=== Section Start ===

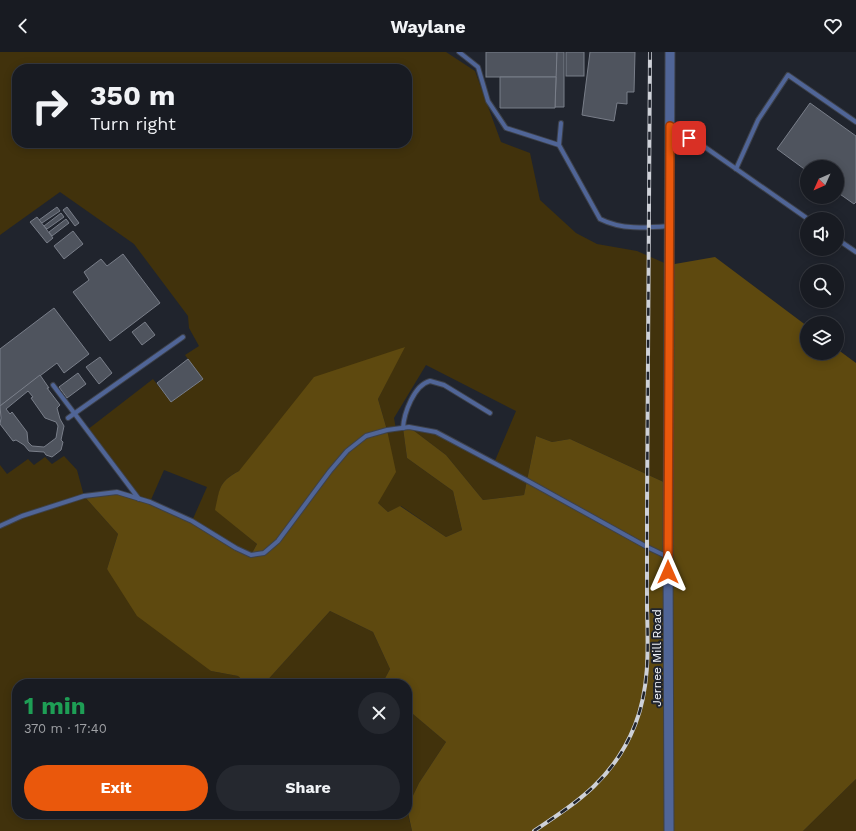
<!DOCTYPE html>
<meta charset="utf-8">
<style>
:root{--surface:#181b22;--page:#25282f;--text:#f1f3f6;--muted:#9fa1a5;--line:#363940;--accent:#ea580c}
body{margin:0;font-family:"Work Sans",sans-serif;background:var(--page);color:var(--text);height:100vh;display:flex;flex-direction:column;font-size:15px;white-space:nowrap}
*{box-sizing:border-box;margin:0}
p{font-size:13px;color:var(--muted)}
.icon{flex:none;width:22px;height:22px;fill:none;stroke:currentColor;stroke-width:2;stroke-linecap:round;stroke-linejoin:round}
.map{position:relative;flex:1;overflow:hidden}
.details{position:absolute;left:12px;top:627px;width:400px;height:140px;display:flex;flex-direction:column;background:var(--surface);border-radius:16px;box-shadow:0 2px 10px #0003,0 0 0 1px var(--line)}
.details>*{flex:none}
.guide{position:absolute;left:12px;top:12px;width:400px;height:84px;border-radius:16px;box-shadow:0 2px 10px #0003,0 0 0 1px var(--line);background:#181b22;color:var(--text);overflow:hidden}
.needle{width:26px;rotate:225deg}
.controls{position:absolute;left:800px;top:108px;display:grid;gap:8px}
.controls a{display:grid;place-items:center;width:44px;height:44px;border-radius:50%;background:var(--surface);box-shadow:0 2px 10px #0003,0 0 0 1px var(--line);font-size:20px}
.pin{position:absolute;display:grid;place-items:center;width:34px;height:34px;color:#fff;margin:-17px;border-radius:8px;box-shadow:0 2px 6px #0006}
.me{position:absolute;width:44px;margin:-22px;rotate:0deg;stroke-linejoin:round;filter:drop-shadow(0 0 3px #0008)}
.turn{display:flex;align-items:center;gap:14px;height:84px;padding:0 12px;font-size:18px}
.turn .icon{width:52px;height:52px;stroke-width:2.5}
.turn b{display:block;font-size:28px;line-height:34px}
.round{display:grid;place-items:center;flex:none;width:42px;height:42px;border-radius:21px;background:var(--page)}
.overview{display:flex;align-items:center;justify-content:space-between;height:68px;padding:0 12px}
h1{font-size:24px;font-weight:700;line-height:30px;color:#1e9e55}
.primary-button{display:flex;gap:8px;margin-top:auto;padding:8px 12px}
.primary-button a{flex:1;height:46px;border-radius:24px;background:var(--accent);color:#fff;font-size:16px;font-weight:700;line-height:46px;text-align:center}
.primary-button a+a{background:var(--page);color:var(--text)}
header{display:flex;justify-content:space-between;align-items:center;height:52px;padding:0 12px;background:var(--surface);font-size:18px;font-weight:700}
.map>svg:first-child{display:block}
</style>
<header><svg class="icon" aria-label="back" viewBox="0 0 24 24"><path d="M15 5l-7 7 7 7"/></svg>Waylane<svg class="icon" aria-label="heart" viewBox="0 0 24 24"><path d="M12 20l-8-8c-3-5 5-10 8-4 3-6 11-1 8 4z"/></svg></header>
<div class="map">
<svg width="856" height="779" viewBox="0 0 856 779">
<rect width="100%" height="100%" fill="#20242d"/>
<g fill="#41320c" fill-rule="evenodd">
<path d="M0 0H446L475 19 501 90 530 101 540 148 576 181 597 192 637 199 669 213 668 432 570 387 552 390 536 384 524 443 483 448 446 403 409 375 436 380 494 411 516 359 426 313 394 366 396 377 403 376 407 406 453 439 462 478 446 485 401 454 388 460 378 451 387 378 378 347 404 295 239 419C218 430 220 437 216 458L257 492 251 503 192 469 207 435 164 418 150 450 139 447 87 378 153 327 171 350 203 327 185 303 199 294 189 276 188 264 134 192 60 140 0 183ZM17 17H407V91H17Z"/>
<polygon points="64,404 77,418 84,444 118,482 107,517 211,619 238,624 247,632 17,632 17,762 407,762 407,758 412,779 0,779 0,413 7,422 28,407 34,413 45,405 52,412"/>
<polygon points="330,559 373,580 390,617 382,632 264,632"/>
<polygon points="407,657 446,690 419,731 407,756"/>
<polygon points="856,727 856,779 803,779"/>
</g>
<path fill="#5e490f" d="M715 205 807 274V301H837V297L856 311V727L803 779H412L407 756 419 731 446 690 407 657V632H382L390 617 373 580 330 559 264 632H247L238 624 211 619 137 564 107 517 118 482 84 444 117 440 150 450 192 469 251 503 257 492 215 458C220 437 218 430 239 419L314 325 405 295 378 347 387 378 396 420 378 451 388 460 400 454 446 485 462 478 453 439 407 406 403 376 409 375 446 403 483 448 524 443 536 384 552 390 570 387 668 432 669 213Z"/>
<g fill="#4f545e" stroke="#797e89" fill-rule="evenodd">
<rect x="486" y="0" width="71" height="25"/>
<polygon points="557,0 564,0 564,55 555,55"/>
<rect x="566" y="0" width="18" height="24"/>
<polygon points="590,0 635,0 634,40 627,40 627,52 617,51 614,69 582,63"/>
<polygon points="500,25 556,25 555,56 500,56"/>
<polygon points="810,51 856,84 856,150 854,152 837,140 837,115 807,115 807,119 777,97"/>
<polygon points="57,155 60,159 42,171 39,168"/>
<polygon points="67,155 79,171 75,174 63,158"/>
<polygon points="61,161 64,165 47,177 44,174"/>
<polygon points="37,165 53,186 47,191 30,170"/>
<polygon points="66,167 69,171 52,184 49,180"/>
<polygon points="73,179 83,192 64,207 54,194"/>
<polygon points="123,202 160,251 110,289 73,240 89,228 84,220 101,207 107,214"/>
<polygon points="54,256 89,302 64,321 57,311 0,354 0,297"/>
<polygon points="145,270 155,283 142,293 132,280"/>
<polygon points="100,305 112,321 99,332 86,315"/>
<polygon points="188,307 203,327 171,350 157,331"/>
<polygon points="78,321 86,332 67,346 59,335"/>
<path d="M40 323 49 336H47L60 353 57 356 60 367 64 374 61 388 63 390 61 398 52 405 46 403 44 400 29 399 24 393 16 388 13 389 0 372 1 366 0 354ZM28 339 33 345 31 346 45 366 56 370 58 374 56 386 44 395 32 394 28 390 27 380 12 360 10 362 6 357Z"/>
</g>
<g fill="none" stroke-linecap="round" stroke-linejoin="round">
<g stroke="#3d414a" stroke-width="6">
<g id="service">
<path d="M459 0 478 15 488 49 506 76 559 93 600 167C622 178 645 176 669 174"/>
<polyline points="670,74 699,91 808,167"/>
<polyline points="559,93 561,71"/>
<polyline points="736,117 758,68 788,23 856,70"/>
<polyline points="837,187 856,200"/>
<polyline points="53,333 139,447"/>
<polyline points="68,366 183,285"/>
<path d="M403 376C404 361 414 333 430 329L444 333 490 361"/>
<polyline points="0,474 22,464 84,444 117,440 150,450 192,469 236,496 251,503 264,501 278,489 330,419 347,399 366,384 387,378 409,375 436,380 526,428 647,495 668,505"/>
</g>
</g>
<g stroke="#3d414a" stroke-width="11">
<polyline id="tertiary" points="669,779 668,505 670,0"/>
</g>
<use href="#service" stroke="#506597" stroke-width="4"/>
<use href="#tertiary" stroke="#506597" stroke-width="9"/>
<g stroke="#ced1d8" stroke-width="4">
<path id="rail" d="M534 779C579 749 614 726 635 673 650 635 648 595 647 555 647 523 647 491 647 459 648 306 649 153 650 0"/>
</g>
<use href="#rail" stroke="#20242d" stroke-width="2.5" stroke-dasharray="8" stroke-linecap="butt"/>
</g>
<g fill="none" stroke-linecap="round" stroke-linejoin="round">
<g stroke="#983908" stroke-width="10">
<polyline id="route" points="668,520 670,74 689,86"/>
</g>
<use href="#route" stroke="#ea580c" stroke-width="7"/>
</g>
<g text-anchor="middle" stroke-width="4" stroke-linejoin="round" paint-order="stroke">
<g font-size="12" fill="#f1f4fa" stroke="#20242d">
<text transform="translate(657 606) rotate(-90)" y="4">Jernee Mill Road</text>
</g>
</g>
</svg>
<div class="controls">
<a><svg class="needle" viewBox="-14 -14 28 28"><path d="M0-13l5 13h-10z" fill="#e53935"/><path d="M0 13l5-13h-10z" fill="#9fa1a5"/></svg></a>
<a><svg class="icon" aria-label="sound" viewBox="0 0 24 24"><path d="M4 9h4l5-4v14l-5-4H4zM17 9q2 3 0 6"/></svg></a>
<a><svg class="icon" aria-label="search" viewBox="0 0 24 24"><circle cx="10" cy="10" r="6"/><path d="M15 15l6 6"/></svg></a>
<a><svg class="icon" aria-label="layers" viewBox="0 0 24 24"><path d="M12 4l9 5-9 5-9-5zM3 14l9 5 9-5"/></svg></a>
</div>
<div class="pin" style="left:689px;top:86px;background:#d93025"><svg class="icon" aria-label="arrive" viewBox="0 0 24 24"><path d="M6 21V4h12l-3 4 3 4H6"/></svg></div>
<svg class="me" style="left:668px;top:520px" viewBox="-20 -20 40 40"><path d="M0-17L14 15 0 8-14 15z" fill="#ea580c" stroke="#fff" stroke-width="4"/></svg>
<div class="guide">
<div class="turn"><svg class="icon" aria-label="right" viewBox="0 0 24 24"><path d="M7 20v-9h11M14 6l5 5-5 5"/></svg><div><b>350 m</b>Turn right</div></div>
</div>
<section class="details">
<div class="overview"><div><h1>1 min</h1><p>370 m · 17:40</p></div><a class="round"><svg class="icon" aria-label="close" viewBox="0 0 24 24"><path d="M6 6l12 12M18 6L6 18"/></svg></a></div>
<div class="primary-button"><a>Exit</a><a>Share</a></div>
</section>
</div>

=== Section End ===

In the listing above, how many of the lines contain the string "hidden"? Respond with the number alone.

Response to the task » 2